* **Task prompt**:
From the line with "6 2 6-2v14l-6" to the final line, print the records exactly as they are.

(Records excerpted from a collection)
-- Opening Marker --
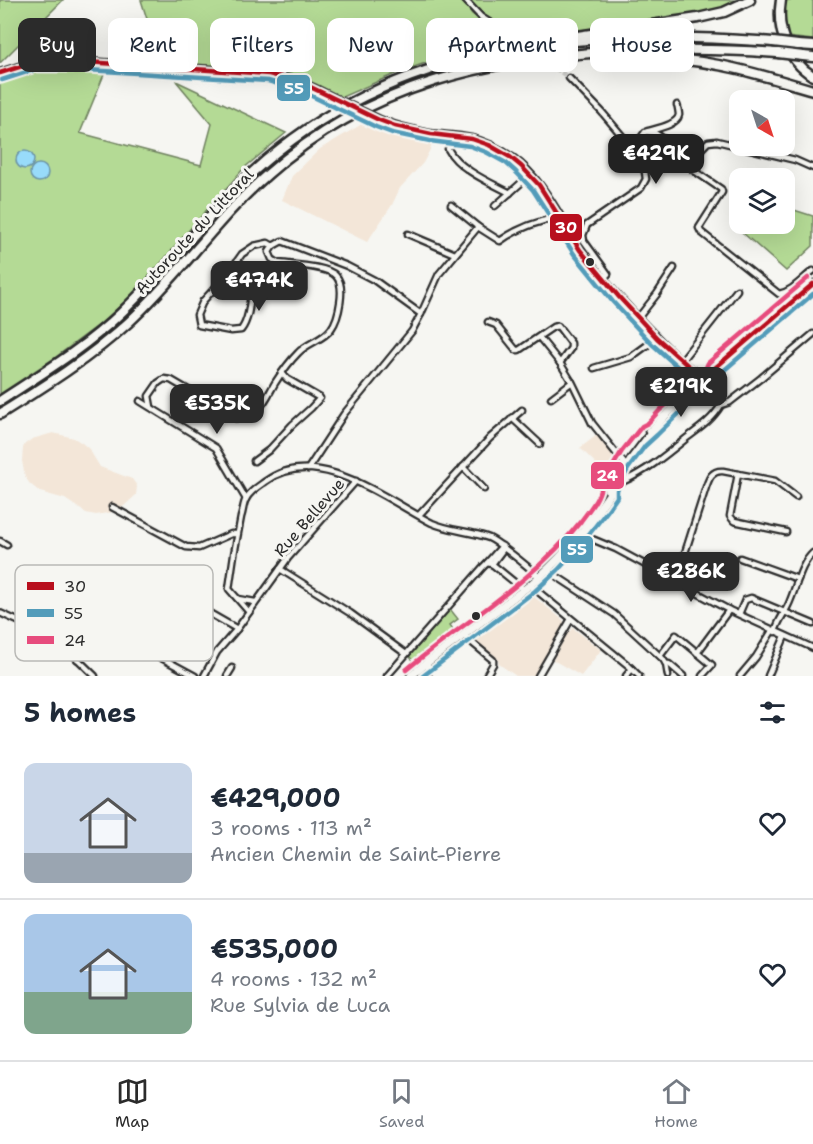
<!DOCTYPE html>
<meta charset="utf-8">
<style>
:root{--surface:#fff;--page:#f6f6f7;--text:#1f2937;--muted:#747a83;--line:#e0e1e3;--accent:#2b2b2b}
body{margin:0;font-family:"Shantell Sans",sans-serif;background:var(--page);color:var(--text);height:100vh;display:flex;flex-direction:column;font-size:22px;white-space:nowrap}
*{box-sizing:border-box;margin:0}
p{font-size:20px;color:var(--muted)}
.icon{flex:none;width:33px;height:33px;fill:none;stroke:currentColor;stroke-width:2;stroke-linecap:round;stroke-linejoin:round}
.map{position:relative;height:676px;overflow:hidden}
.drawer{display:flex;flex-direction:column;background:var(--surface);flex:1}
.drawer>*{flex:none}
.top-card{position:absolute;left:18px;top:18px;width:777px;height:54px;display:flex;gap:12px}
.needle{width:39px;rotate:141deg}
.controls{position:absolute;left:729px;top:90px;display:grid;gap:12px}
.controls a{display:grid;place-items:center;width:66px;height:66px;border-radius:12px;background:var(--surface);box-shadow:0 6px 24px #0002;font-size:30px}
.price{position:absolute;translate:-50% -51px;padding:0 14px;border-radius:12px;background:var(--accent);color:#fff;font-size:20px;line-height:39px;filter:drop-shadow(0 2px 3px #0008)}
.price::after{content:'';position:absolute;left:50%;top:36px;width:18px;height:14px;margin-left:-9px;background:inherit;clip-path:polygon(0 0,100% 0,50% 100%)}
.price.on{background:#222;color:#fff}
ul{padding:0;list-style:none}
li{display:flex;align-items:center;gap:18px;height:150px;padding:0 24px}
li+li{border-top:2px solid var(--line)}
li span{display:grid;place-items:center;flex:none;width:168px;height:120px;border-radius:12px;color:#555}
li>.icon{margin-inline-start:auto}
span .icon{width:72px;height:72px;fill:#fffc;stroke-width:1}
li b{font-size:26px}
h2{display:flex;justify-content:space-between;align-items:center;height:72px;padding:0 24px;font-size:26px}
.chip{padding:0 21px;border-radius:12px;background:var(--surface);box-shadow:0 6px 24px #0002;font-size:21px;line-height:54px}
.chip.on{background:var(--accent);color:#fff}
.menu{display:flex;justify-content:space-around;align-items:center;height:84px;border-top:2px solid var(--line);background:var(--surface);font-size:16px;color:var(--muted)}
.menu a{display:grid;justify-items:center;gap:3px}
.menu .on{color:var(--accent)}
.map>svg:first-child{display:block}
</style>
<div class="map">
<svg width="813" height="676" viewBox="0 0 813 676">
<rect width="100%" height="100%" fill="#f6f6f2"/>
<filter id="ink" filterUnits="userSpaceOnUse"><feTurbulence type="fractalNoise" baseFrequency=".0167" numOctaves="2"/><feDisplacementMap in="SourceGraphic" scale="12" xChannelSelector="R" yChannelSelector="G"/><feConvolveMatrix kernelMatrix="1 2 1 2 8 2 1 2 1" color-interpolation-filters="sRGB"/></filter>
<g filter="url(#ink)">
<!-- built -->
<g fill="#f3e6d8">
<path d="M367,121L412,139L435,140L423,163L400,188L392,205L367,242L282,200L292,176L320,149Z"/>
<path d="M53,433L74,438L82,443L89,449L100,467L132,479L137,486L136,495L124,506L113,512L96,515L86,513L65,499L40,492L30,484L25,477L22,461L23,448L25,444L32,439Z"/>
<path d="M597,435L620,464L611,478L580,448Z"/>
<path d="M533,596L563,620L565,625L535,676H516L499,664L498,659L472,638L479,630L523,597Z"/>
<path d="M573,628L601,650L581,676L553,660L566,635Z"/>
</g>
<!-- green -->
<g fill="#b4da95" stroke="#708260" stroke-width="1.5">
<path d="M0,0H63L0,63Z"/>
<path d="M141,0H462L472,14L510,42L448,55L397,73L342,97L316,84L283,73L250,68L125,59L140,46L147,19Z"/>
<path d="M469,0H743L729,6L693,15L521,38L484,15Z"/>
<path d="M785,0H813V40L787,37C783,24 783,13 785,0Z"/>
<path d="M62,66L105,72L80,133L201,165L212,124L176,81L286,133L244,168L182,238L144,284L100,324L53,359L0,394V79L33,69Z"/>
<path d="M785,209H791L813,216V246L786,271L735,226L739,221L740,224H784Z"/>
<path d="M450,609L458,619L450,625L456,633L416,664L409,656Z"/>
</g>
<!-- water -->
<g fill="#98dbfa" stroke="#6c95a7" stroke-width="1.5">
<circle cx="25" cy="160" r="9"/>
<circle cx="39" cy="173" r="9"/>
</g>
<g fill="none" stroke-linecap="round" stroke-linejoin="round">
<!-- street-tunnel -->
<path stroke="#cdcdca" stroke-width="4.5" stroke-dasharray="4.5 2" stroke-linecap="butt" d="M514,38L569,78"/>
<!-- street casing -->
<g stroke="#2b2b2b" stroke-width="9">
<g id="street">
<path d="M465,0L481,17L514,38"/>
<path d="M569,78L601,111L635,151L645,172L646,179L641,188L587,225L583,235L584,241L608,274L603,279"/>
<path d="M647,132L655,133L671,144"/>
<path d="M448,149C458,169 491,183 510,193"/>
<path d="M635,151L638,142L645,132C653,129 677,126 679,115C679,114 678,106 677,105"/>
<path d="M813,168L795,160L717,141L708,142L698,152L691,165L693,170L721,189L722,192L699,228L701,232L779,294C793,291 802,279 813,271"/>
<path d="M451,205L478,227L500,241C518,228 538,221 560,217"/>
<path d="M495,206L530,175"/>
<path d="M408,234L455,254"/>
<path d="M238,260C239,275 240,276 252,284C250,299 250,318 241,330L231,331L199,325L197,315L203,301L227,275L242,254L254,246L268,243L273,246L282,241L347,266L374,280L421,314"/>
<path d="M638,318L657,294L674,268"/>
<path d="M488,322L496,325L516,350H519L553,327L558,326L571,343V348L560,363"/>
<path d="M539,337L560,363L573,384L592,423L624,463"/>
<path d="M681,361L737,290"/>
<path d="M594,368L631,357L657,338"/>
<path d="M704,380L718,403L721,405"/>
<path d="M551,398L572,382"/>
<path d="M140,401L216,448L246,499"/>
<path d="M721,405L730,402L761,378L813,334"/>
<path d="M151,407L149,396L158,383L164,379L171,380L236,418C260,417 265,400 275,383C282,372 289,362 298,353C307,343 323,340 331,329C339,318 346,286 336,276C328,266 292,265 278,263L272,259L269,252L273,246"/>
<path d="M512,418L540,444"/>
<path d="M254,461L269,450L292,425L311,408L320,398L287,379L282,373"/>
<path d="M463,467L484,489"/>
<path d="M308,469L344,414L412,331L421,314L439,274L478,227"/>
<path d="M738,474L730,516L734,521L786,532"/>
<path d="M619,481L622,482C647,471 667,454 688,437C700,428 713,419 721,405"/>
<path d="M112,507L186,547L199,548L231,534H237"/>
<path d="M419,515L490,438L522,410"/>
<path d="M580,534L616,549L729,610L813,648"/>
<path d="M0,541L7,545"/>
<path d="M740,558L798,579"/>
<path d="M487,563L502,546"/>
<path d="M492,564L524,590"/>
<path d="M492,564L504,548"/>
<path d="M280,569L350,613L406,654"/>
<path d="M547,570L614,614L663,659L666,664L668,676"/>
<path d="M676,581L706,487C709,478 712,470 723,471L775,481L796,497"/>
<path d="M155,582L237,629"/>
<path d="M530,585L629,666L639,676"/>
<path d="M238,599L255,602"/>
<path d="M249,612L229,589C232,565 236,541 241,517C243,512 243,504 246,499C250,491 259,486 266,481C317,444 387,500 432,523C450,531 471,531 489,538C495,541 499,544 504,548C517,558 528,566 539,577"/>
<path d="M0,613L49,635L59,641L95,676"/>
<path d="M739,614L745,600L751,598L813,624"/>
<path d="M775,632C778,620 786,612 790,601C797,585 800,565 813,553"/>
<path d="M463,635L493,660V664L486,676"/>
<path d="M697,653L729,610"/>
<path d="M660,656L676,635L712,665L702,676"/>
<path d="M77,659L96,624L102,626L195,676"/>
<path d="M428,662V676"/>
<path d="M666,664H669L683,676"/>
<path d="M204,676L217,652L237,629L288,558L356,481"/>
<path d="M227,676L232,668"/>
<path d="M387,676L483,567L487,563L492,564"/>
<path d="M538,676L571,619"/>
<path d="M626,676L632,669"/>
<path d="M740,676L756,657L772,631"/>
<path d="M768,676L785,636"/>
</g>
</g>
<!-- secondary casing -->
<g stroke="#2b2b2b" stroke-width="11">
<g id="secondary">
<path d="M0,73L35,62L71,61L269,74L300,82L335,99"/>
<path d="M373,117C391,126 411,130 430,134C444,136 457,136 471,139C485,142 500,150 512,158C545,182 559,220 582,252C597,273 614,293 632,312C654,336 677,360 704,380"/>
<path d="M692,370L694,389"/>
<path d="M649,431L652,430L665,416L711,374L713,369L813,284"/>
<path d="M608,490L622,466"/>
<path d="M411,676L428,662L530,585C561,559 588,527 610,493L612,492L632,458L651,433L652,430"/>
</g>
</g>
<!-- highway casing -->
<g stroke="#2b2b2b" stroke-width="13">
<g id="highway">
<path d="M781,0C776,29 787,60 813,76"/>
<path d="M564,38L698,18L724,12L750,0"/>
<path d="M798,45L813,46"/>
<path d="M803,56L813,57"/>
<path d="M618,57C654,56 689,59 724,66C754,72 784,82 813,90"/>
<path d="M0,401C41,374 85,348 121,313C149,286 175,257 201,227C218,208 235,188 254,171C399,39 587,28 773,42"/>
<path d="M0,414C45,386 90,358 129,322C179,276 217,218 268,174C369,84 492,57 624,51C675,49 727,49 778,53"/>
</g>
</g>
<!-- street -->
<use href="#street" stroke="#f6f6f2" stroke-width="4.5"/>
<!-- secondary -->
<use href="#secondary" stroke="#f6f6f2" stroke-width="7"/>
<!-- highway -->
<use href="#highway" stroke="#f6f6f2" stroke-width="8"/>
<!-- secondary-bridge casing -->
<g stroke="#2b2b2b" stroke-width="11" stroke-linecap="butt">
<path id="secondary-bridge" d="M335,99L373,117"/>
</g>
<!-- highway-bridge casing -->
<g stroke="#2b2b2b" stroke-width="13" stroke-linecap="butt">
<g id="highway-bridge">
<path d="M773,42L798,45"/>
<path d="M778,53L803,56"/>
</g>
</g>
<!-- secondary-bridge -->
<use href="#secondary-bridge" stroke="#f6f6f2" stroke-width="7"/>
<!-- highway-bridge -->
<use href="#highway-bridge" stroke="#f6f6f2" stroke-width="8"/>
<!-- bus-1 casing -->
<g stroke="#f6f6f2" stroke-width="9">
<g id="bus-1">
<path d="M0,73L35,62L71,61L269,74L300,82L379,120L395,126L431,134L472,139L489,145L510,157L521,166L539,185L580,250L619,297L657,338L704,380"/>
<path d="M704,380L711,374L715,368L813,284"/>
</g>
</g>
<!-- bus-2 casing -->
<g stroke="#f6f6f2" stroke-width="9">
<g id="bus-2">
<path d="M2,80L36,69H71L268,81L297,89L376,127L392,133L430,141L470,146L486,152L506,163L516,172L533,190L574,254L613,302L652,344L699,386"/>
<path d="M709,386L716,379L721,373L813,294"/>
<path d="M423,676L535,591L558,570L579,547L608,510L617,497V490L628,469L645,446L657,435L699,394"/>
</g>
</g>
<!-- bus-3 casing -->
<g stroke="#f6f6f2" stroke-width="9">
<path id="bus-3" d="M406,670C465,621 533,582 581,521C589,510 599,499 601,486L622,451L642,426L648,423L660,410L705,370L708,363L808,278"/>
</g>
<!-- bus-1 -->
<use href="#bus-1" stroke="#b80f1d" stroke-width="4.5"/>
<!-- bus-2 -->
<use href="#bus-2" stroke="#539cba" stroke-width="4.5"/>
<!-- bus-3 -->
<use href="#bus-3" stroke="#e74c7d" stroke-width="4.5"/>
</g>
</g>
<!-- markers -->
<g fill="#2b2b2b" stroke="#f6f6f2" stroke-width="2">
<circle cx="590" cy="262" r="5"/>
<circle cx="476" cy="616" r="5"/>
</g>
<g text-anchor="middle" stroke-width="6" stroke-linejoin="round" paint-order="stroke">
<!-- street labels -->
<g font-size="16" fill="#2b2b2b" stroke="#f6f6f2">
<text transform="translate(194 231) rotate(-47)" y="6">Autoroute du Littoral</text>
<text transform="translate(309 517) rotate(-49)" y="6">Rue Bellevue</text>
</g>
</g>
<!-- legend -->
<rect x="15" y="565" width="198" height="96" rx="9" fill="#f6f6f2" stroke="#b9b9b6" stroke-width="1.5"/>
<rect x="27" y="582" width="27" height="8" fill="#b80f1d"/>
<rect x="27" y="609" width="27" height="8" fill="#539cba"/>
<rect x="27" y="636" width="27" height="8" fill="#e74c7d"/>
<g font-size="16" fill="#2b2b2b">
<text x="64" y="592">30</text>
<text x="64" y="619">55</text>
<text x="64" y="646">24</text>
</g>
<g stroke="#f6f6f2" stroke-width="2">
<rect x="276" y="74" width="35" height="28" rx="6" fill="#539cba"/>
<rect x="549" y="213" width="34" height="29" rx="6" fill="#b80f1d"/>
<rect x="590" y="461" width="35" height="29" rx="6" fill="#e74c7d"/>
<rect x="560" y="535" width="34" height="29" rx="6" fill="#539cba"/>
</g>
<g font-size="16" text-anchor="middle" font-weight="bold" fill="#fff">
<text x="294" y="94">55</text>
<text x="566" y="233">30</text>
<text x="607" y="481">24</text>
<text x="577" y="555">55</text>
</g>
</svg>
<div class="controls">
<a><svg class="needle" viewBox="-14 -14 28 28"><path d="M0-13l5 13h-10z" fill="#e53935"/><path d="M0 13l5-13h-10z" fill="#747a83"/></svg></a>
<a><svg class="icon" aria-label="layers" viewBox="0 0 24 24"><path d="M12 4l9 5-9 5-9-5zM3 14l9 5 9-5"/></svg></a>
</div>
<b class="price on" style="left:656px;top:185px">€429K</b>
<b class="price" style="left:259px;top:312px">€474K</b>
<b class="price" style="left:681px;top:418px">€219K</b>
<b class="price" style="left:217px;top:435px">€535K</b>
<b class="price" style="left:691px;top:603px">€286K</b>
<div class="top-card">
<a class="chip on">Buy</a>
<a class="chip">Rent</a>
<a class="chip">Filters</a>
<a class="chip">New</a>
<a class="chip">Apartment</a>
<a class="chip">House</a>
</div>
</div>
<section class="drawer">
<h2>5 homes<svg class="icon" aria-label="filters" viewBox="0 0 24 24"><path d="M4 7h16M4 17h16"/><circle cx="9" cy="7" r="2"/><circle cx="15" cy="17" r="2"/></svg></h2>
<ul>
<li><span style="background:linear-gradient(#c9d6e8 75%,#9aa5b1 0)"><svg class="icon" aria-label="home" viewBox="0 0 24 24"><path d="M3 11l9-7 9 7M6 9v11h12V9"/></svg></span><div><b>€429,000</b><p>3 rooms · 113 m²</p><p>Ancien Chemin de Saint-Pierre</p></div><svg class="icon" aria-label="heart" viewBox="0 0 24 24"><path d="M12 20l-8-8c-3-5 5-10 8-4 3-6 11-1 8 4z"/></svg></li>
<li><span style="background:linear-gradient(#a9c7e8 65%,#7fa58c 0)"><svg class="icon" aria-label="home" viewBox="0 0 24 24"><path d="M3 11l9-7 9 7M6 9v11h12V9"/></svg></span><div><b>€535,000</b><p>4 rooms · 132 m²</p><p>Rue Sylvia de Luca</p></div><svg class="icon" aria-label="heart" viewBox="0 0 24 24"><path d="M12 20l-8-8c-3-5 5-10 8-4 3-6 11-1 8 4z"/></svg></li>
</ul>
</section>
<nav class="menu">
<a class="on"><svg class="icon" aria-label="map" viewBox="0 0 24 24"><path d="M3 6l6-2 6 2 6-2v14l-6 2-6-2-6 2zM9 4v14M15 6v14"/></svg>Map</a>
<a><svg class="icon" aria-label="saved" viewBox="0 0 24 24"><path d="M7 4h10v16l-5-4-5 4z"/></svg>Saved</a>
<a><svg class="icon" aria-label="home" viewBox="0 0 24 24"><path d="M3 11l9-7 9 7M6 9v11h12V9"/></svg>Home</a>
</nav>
-- Closing Marker --
* **Exercise response**:
<a class="on"><svg class="icon" aria-label="map" viewBox="0 0 24 24"><path d="M3 6l6-2 6 2 6-2v14l-6 2-6-2-6 2zM9 4v14M15 6v14"/></svg>Map</a>
<a><svg class="icon" aria-label="saved" viewBox="0 0 24 24"><path d="M7 4h10v16l-5-4-5 4z"/></svg>Saved</a>
<a><svg class="icon" aria-label="home" viewBox="0 0 24 24"><path d="M3 11l9-7 9 7M6 9v11h12V9"/></svg>Home</a>
</nav>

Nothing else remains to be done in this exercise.